Understand connectivity issues in alerts

Typically, connectivity issues fall into a few common scenarios:

Servers or containers crashed or were shut down.
Service overload or timeout.
Misconfigured authentication or incorrect permissions.
Network issues like DNS problems or ISP outages.

When we talk about connectivity errors in alerting, we’re usually referring to one of two use cases:

Your target is down or unreachable.
The service crashed, the host was down, or a firewall or DNS issue blocked the connection. These are availability problems.
Your alert query failed.
The alert couldn’t evaluate its query—maybe because the data source timed out or an invalid query. These are execution errors.

It helps to separate these cases early, because they behave differently and require different strategies.

Keep in mind that most alert rules don’t hit the target directly. They query metrics from a monitoring system like Prometheus, which scrapes data from your actual infrastructure or application. That gives us two typical alerting setups where connectivity issues can show up:

Alert rule → Target
For example, an alert rule querying an external data source like a database.
Alert rule → Prometheus ← Target
More common in observability stacks. For instance, Prometheus scrapes a node or container, and the alert rule queries the metrics later.

In this second setup, you can run into connectivity issues on either side. If Prometheus fails to scrape the target, your alert rule might not fire, even though something is likely wrong.

Detect target availability with the Prometheus `up` metric

Prometheus scrapes metrics from its targets regularly, following the scrape_interval period. The default scrape interval is 60 seconds, which is generally considered common practice.

Prometheus provides a built-in metric called up for every scrape target, a simple method to indicate whether scraping is successful:

up == 1: Your target is reachable; Prometheus collected the target metrics as expected.
up == 0: Prometheus couldn’t reach your target—indicating possible downtime or network errors.

A typical PromQL expression for an alert rule to detect when a target becomes unreachable is:

up == 0

But this alert rule might result in noisy alerts as one single scrape failure will fire the alert. To reduce noise, you should add a delay:

up == 0 for: 5m

The for option in Prometheus (or pending period in Grafana) delays the alert until the condition has been true for the full duration.

In this example, waiting for 5 minutes means the single scrape error won’t result in a fired alert. Since Prometheus scrapes metrics every minute by default, the alert only fires after five consecutive failures.

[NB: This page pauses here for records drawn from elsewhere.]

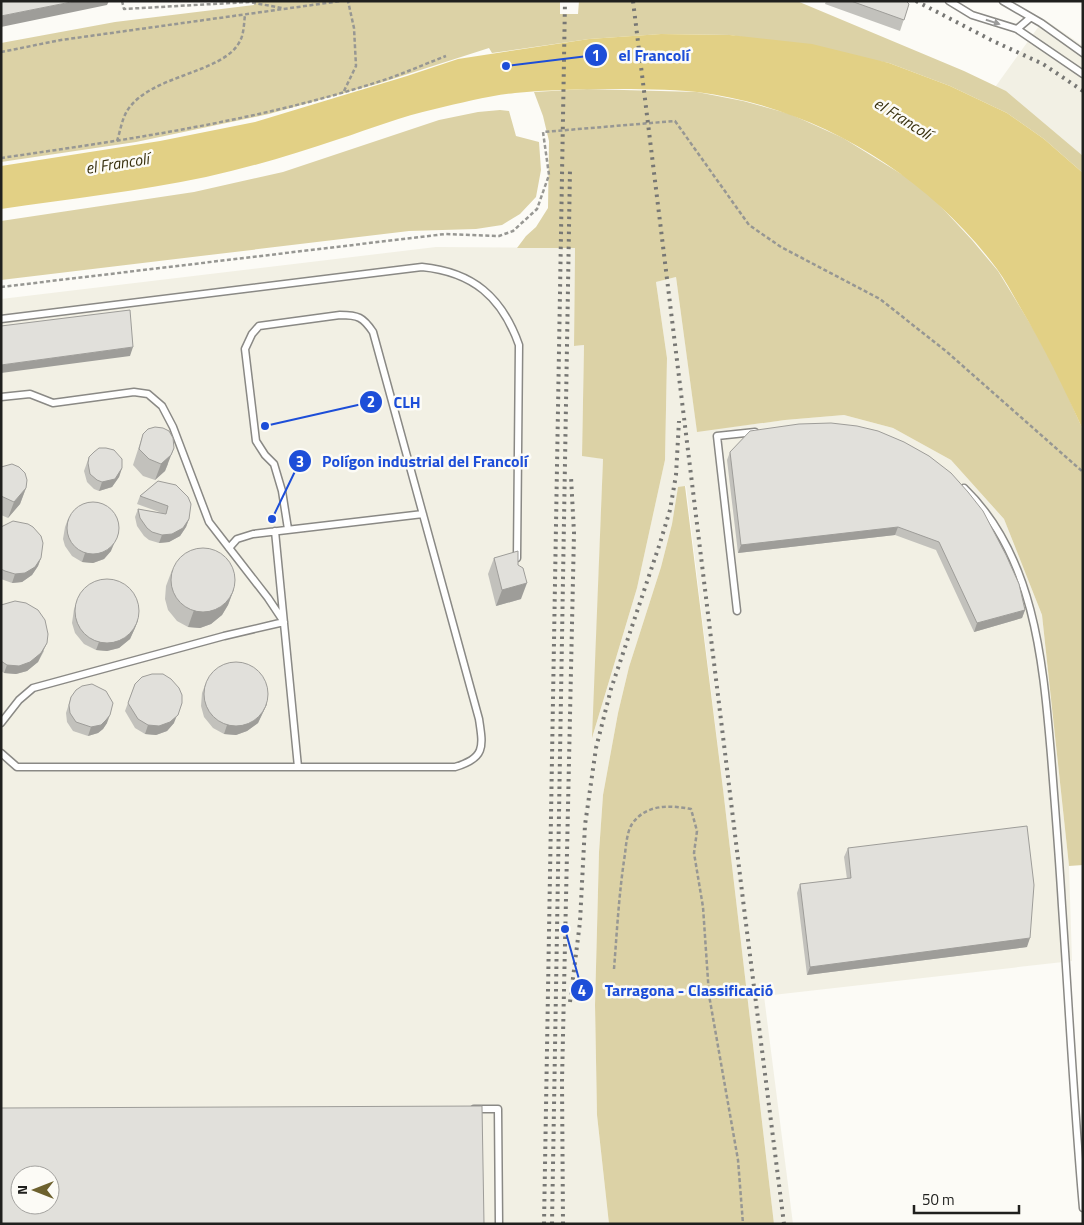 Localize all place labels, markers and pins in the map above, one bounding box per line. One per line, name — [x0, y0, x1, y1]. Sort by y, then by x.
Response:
callout: el Francolí — [583, 40, 699, 71]
callout: CLH — [358, 387, 430, 418]
callout: Polígon industrial del Francolí — [287, 446, 538, 477]
callout: Tarragona - Classificació — [569, 975, 783, 1006]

However, this kind of up alert has a few potential downfalls:

Failures can slip between scrape intervals: An outage that starts and ends between two evaluations go undetected. You could shorten the for duration, but this might lead to scrape failures that trigger false alarms.
Intermittent recoveries reset the for timer: A single successful scrape resets the alert timer, which masks intermittent outages.

Brief connectivity drops are common in real-world environments, so expect some flakiness in up alerts. For example:

Scrape result (`up`)	Alert rule evaluation
00:00 `up == 0`	Timer starts
01:00 `up == 0`	Timer continues
02:00 `up == 0`	Timer continues
03:00 `up == 1`	Successful scrape resets timer
04:00 `up == 0`	Timer starts again
05:00 `up == 0`	No alert yet; timer hasn’t reached the `for` duration

The longer the period, the more likely this is to happen.

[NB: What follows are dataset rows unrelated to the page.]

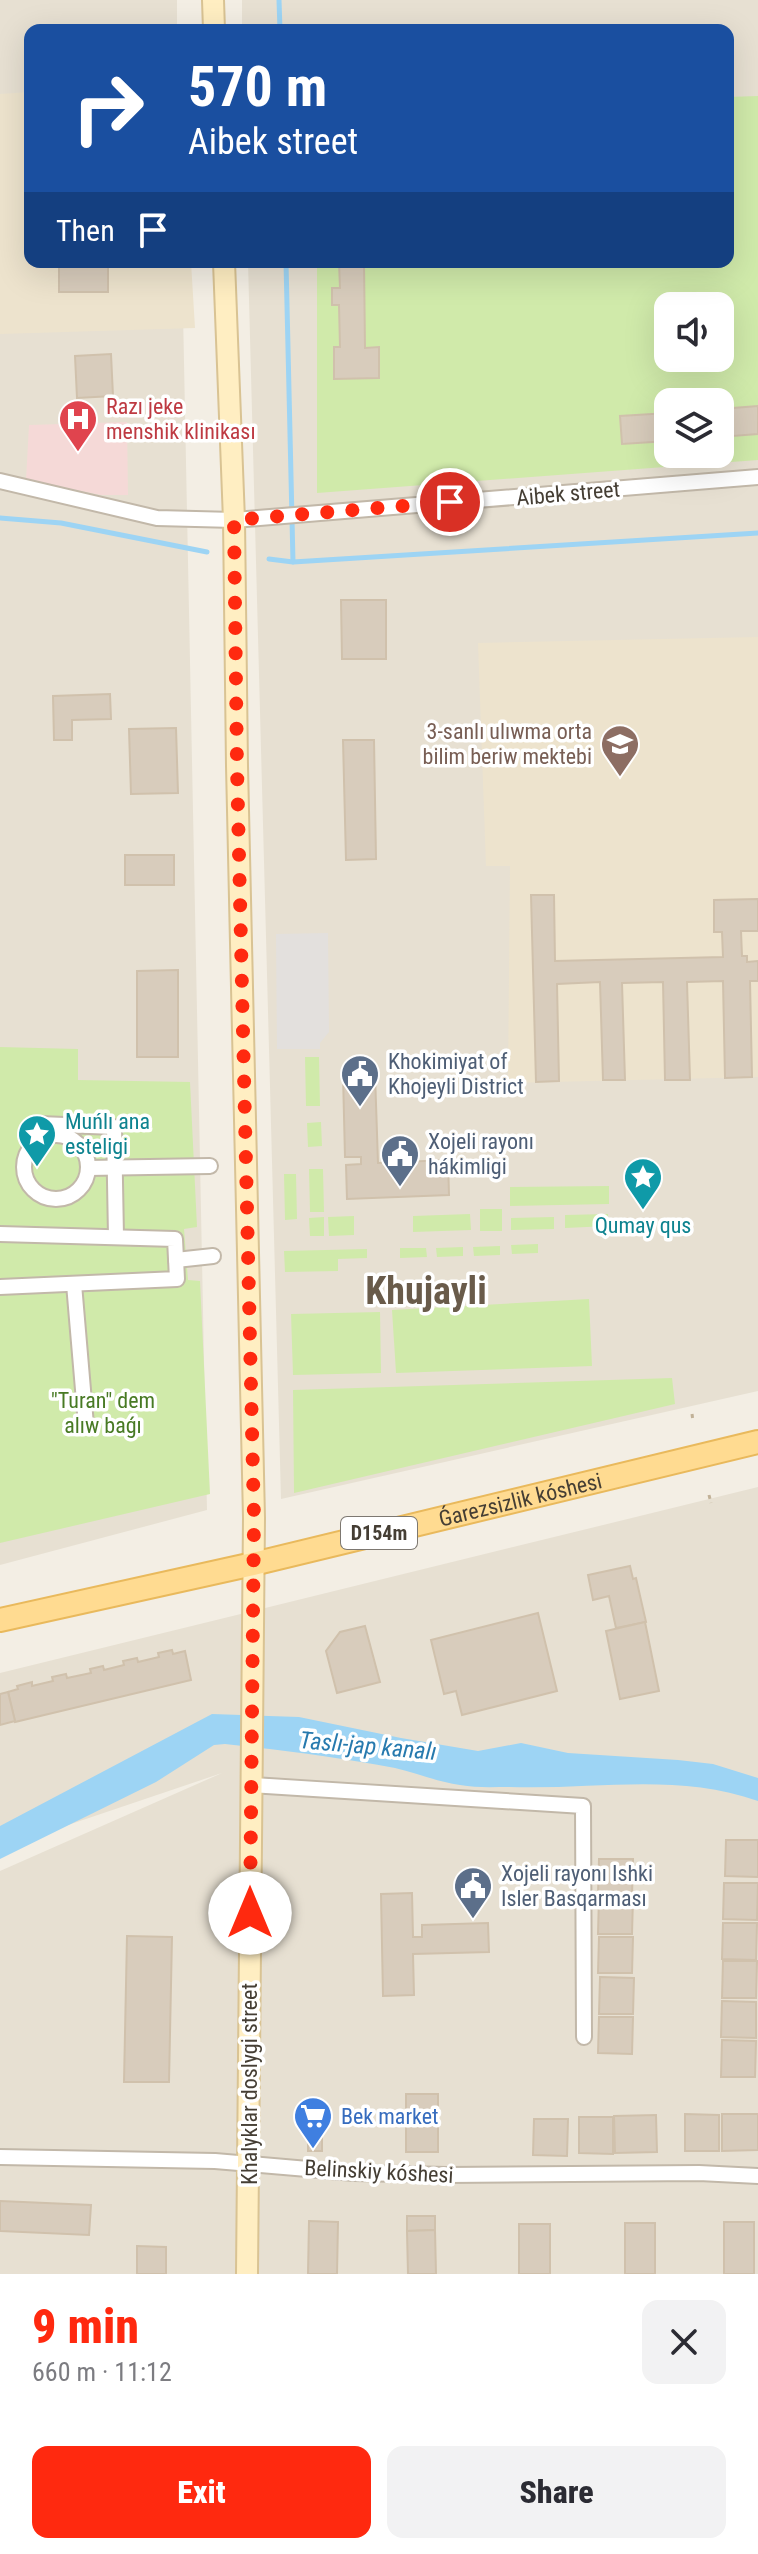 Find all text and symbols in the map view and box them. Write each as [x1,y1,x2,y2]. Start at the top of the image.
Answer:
text: 570 m [188,54,327,120]
icon: right [56,56,160,160]
text: Aibek street [188,121,358,163]
icon: arrive [131,208,175,252]
text: Then [56,213,115,248]
map controls [654,292,734,468]
button: sound [654,292,734,372]
button: layers [654,388,734,468]
place label: Razı jeke menshik klinikası [106,394,256,444]
hospital icon: Razı jeke menshik klinikası [57,398,99,453]
pin [416,468,484,536]
street label: Aibek street [515,477,621,510]
icon: arrive [428,480,472,524]
place label: 3-sanlı ulıwma orta bilim beriw mektebi [423,719,592,769]
school or university icon: 3-sanlı ulıwma orta bilim beriw mektebi [599,723,641,778]
place label: Khokimiyat of Khojeyli District [388,1049,524,1099]
public building icon: Khokimiyat of Khojeyli District [339,1053,381,1108]
place label: Muńlı ana esteligi [65,1109,150,1159]
place icon: Muńlı ana esteligi [16,1113,58,1168]
place label: Xojeli rayonı hákimligi [428,1129,534,1179]
public building icon: Xojeli rayonı hákimligi [379,1133,421,1188]
place icon: Qumay qus [622,1156,664,1211]
place label: Qumay qus [595,1213,691,1238]
district label: Khujayli [365,1269,487,1313]
park label: "Turan" dem alıw baǵı [51,1388,155,1438]
street label: Ǵarezsizlik kóshesi [436,1468,604,1532]
road number: D154m [341,1517,417,1549]
water label: Taslı-jap kanalı [298,1726,438,1766]
place label: Xojeli rayonı Ishki Isler Basqarması [501,1861,653,1911]
public building icon: Xojeli rayonı Ishki Isler Basqarması [452,1865,494,1920]
position arrow [208,1871,292,1955]
street label: Khalyklar doslygi street [237,1983,262,2185]
supermarket icon: Bek market [292,2095,334,2150]
place label: Bek market [341,2104,439,2129]
street label: Belinskiy kóshesi [304,2155,454,2188]
text: 9 min [32,2298,139,2355]
button: close [642,2300,726,2384]
text: 660 m · 11:12 [32,2357,172,2387]
button: Exit [32,2446,371,2538]
button: Share [387,2446,726,2538]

A single recovery resets the alert, that’s why up == 0 for: 5m can sometimes be unreliable. Even if the target is down most of the time, the alert didn’t fire, leaving you unaware of a potential persistent issue.

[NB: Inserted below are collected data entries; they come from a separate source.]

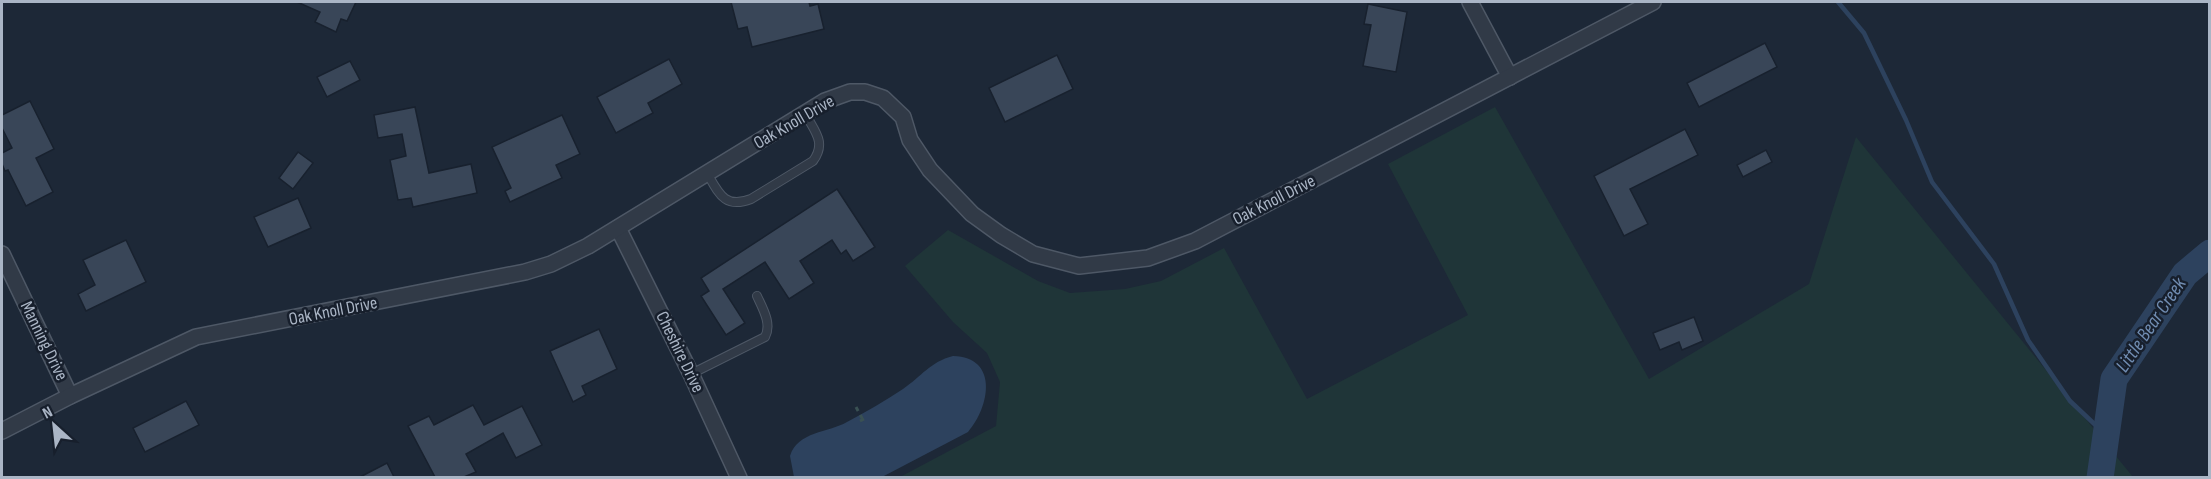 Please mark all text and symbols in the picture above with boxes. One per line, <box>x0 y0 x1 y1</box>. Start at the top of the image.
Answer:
street label: Oak Knoll Drive <box>750 91 838 153</box>
street label: Oak Knoll Drive <box>1229 170 1319 230</box>
water label: Little Bear Creek <box>2111 273 2192 377</box>
street label: Oak Knoll Drive <box>287 292 379 330</box>
street label: Manning Drive <box>16 298 72 384</box>
street label: Cheshire Drive <box>651 308 709 396</box>
north arrow <box>24 395 84 455</box>
text: N <box>40 403 56 423</box>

Use `avg_over_time` to smooth signal

One way to work around these issues is to smooth the signal by averaging the up metric over a similar or longer period:

avg_over_time(up[10m]) < 0.8

This alert rule fires when the target is unreachable for more than 20% of the last 10 minutes, rather than looking for consecutive scrape failures. With a one minute scrape interval, three or more failed scrapes within the last 10 minutes now triggers the alert.

Since this query uses a threshold and time window to control accuracy, you can now lower the for duration (or pending period in Grafana) to something shorter—0m or 1m—so the alert fires faster.

This approach gives you more flexibility in detecting real crashes or network issues. As always, adjust the threshold and period based on your noise tolerance and how critical the target is.

Use synthetic checks to monitor external availability

Prometheus often runs inside the same network as the target it monitors. That means Prometheus might be able to reach the target, but doesn’t ensure it’s reachable to users on the outside.

Firewalls, DNS misconfigurations, or other network issues might block public traffic while Prometheus scrapes up successfully.

This is where synthetic monitoring helps. Tools like the Blackbox Exporter let you continuously verify whether a service is available and reachable from outside your network—not just internally.

The Blackbox Exporter exposes the results of these checks as metrics, which Prometheus can scrape like any other target. For example, the probe_success metric reports whether the probe was able to reach the service. The setup looks like this:

Alert rules → Prometheus ← Blackbox Exporter (external probe) → Target

To detect when a service isn’t reachable externally, you can define an alert using the probe_success metric:

probe_success == 0 for: 5m

This alert fires when the probe has failed continuously for 5 minutes—indicating that the service couldn’t be reached from the outside.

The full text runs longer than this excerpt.